I have a friend who BBQs on those ridiculous disposable charcoal things, and they are very, very smokey. I always have to have a shower before I go to bed after visiting.

blubirdy · 21/07/2014 15:24

However, if you are going to BBQ as much as you say, then it might be worthwhile to invest in a really good gas BBQ.

noooooo Captain C! I love my charcoaly flavour. While I love the ease of a gas bbq, I am back to good old fashioned charcoal for taste. I don't bbq quite as often as the OP, maybe 5 times per week in the summer, and the odd time in the winter (although we eat indoors then). I just love the flavour of charcoal bbq-ed food.

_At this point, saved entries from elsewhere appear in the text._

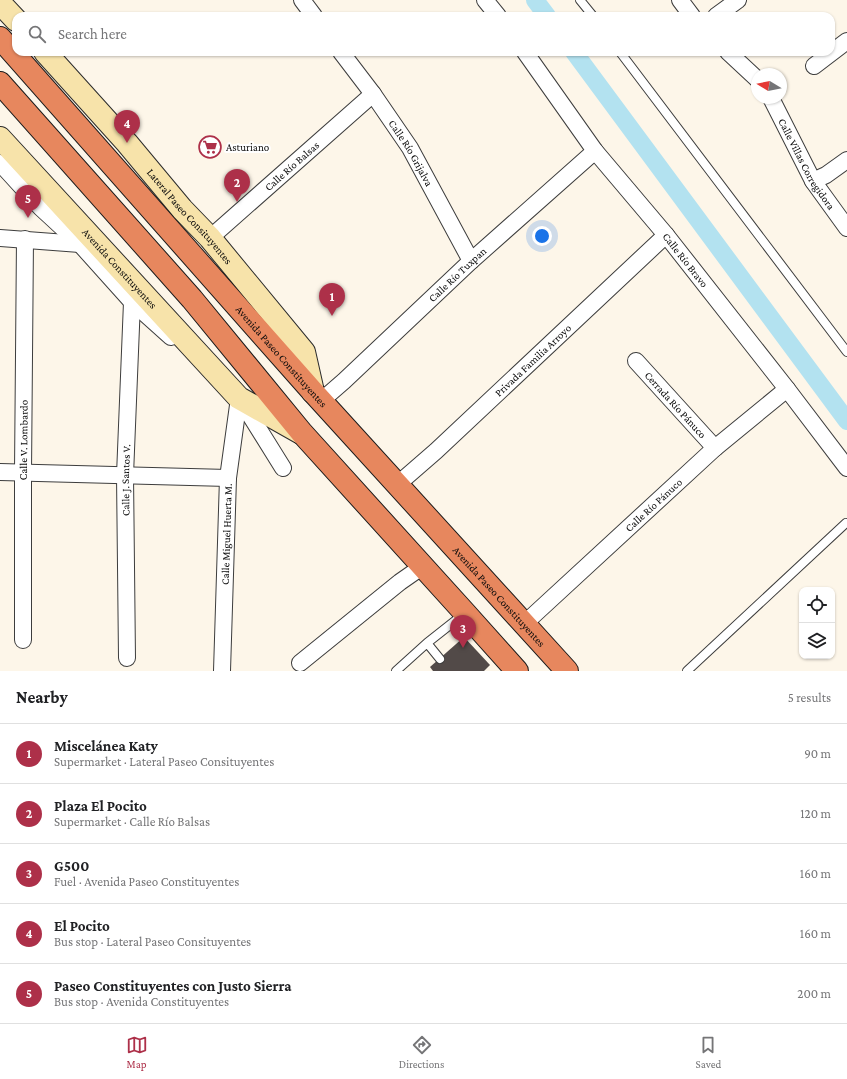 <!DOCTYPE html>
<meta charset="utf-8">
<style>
body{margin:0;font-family:"Crimson Pro",serif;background:#f2f2f2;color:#202124}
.controls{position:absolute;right:12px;bottom:12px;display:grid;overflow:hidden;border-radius:8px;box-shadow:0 1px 3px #0004}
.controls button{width:36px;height:36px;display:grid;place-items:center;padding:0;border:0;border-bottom:1px solid #e0e0e0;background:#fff;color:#202124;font:20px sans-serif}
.compass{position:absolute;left:751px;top:68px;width:36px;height:36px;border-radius:50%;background:#fff;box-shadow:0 1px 3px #0004;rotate:280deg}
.you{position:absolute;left:542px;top:236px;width:14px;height:14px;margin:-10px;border:3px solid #fff;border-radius:50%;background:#1a73e8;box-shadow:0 0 0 6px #1a73e833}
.badge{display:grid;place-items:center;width:26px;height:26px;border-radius:50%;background:#ad3049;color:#fff;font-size:13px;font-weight:700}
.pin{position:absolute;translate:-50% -33px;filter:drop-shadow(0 1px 2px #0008)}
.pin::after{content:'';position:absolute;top:21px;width:14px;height:12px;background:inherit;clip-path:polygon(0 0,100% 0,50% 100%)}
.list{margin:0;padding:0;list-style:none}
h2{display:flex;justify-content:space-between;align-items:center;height:52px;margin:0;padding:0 16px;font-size:17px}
h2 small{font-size:13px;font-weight:400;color:#757577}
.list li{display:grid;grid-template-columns:26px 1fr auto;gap:12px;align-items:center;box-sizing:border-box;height:60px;padding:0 16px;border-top:1px solid #e0e0e0}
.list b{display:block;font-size:15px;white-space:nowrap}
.list p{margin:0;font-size:13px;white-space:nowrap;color:#757577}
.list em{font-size:13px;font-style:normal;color:#757577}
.icon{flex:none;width:22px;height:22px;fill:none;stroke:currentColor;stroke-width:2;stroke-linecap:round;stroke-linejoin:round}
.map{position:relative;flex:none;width:847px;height:671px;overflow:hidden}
.search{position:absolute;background:#fff;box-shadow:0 1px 3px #0004;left:12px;right:12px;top:12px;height:44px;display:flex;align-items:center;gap:10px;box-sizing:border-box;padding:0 14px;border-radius:12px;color:#757577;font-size:15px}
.sheet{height:352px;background:#fff}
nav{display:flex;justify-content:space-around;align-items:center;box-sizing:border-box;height:56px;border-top:1px solid #e0e0e0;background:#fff;font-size:11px;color:#757577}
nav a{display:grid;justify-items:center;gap:2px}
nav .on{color:#ad3049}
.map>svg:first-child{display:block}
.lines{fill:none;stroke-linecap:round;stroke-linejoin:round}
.canal{stroke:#b3e2f0;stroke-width:18}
.building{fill:#524a48}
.lane-casing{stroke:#3d3d3d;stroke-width:10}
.street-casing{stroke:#3d3d3d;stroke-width:18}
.secondary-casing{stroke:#2c2c2c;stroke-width:24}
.highway-casing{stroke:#1b1b1b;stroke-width:24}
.lane{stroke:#fff;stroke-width:8}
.street{stroke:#fff;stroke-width:16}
.secondary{stroke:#f7e3aa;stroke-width:22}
.highway{stroke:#e7875e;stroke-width:22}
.labels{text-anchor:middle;stroke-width:4;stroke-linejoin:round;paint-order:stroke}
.poi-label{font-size:11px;fill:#0a0a0a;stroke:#fff;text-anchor:start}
.street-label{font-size:11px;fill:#0a0a0a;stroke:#fff}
</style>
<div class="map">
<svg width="847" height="671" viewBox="0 0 847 671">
<rect width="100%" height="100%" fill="#fdf6e9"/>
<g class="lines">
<path class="canal" d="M535 0 547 16
M574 52 847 421"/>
</g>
<path class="building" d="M464 637 490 665 484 671H433L430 667Z"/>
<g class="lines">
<g class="lane-casing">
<path id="lane" d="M580 0 593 16
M620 52 847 352
M440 659 427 643 465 613
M396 671 427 643
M687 671 846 523"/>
</g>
<g class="street-casing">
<g id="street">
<path d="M302 0 314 16"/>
<path d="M485 0 498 16"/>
<path d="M680 0 692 16"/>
<path d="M716 16 738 0"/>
<path id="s1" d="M341 52 373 94 410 148 471 261"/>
<path id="s2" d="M525 52 595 151 666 235 787 389 847 468"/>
<path d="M728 52 757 79"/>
<path d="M814 66 847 41"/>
<path id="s3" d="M771 98 813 181 847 228"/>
<path d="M0 163 41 208 80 244 132 302 171 337"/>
<path d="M813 181 826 175 847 160"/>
<path d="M0 238 80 244"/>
<path id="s4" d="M210 238 373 94"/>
<path id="s5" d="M636 361 715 448"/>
<path d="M240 399 283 468"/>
<path id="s6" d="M321 401 344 381 471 261 595 151"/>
<path d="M0 472 228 478"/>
<path id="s7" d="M398 484 436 451 666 235"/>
<path id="s8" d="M524 624 715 448 787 389"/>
<path id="s9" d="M23 640V472L25 239"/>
<path id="s10" d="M127 658 125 475 132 302"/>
<path d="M300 663 400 582 423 566"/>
<path id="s11" d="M222 671 228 478 239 398"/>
</g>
</g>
<g class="secondary-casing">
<g id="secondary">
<path d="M0 3 16 20"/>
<path id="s12" d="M45 52 127 143 182 209 210 238 304 352 313 392"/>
<path id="s13" d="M0 138 239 398 301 433"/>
</g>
</g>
<g class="highway-casing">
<g id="highway">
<path id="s14" d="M0 38 313 392 567 671"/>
<path d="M0 83 192 299 302 433 465 613 517 671"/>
</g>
</g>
<use href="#lane" class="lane"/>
<use href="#street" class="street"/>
<use href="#secondary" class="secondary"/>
<use href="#highway" class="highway"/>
</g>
<defs>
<g id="supermarket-ring" transform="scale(1.15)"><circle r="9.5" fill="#fff" stroke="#ad3049" stroke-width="1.5"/><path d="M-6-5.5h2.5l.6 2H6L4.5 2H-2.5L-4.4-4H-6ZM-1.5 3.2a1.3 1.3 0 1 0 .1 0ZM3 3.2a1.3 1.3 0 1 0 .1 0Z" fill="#ad3049"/></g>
</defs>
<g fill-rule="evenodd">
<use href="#supermarket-ring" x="210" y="147"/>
</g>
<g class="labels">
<g class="poi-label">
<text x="226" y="151">Asturiano</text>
</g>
<g class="street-label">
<text dy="4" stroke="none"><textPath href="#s1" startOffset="123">Calle Río Grijalva</textPath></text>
<text dy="4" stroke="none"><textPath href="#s3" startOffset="75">Calle Villas Corregidora</textPath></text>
<text dy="4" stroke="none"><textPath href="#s4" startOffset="109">Calle Río Balsas</textPath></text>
<text dy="4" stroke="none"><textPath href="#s12" startOffset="219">Lateral Paseo Consituyentes</textPath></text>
<text dy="4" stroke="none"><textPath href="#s2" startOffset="263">Calle Río Bravo</textPath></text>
<text dy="4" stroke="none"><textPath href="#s13" startOffset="177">Avenida Constituyentes</textPath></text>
<text dy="4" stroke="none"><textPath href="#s6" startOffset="186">Calle Río Tuxpan</textPath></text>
<text dy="4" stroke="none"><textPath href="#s14" startOffset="425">Avenida Paseo Constituyentes</textPath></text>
<text dy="4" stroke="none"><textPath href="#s7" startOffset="183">Privada Familia Arroyo</textPath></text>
<text dy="4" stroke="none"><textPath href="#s5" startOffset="59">Cerrada Río Pánuco</textPath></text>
<text dy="4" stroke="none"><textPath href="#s9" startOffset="200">Calle V. Lombardo</textPath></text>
<text dy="4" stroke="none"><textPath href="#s10" startOffset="178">Calle J. Santos V.</textPath></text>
<text dy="4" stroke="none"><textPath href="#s8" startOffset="176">Calle Río Pánuco</textPath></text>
<text dy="4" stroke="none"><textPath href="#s11" startOffset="137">Calle Miguel Huerta M.</textPath></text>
<text dy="4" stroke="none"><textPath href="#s14" startOffset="749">Avenida Paseo Constituyentes</textPath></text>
</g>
</g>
</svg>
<div class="controls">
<button><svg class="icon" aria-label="locate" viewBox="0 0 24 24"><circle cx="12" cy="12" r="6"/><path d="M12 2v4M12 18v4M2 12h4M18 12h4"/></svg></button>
<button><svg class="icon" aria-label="layers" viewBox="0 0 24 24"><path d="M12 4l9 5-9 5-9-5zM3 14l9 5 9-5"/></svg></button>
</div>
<svg class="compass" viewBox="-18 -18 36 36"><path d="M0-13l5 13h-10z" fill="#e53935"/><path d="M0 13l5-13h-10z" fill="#757577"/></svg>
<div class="you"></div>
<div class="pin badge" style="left:332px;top:316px">1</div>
<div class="pin badge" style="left:237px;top:202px">2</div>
<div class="pin badge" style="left:463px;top:648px">3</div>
<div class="pin badge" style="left:127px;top:143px">4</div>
<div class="pin badge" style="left:28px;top:218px">5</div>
<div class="search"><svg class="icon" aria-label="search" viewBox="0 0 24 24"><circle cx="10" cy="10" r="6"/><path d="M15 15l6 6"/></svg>Search here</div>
</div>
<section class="sheet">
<h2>Nearby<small>5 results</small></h2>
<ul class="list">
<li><span class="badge">1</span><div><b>Miscelánea Katy</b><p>Supermarket · Lateral Paseo Consituyentes</p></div><em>90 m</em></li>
<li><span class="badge">2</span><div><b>Plaza El Pocito</b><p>Supermarket · Calle Río Balsas</p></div><em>120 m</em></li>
<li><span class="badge">3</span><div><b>G500</b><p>Fuel · Avenida Paseo Constituyentes</p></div><em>160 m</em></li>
<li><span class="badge">4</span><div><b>El Pocito</b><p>Bus stop · Lateral Paseo Consituyentes</p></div><em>160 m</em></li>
<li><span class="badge">5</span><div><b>Paseo Constituyentes con Justo Sierra</b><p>Bus stop · Avenida Constituyentes</p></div><em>200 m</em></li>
</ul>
</section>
<nav>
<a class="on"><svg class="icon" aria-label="map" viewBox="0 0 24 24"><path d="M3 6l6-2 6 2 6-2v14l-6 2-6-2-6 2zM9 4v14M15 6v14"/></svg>Map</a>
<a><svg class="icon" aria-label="directions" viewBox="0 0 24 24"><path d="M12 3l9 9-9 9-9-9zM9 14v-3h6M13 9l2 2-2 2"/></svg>Directions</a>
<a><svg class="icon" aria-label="saved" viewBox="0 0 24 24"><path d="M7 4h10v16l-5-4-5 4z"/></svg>Saved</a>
</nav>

It also never dawned on me till quite recently neighbours could get pissed off about bbq-ing. Someone I was talking to was regaling how much she hated the fact that every single weekend her inconsiderate neighbours fired up the bar-b.

I thought it over a bit and decided I wouldn't change my habits.

Some people are just easily irritated and if it wasn't my bbq they were moaning about it would be something else that triggered their lack of tolerance. If people can't live with the give and take that comes with having normal neighbours doing normal day to day things in a normal considerate enough manner, then they should maybe consider moving to a remote area with no neighbours nearby.

Having neighbours means you need to have tolerance. Or live in a state of constant pissed-off-ness. Either way is fine with me.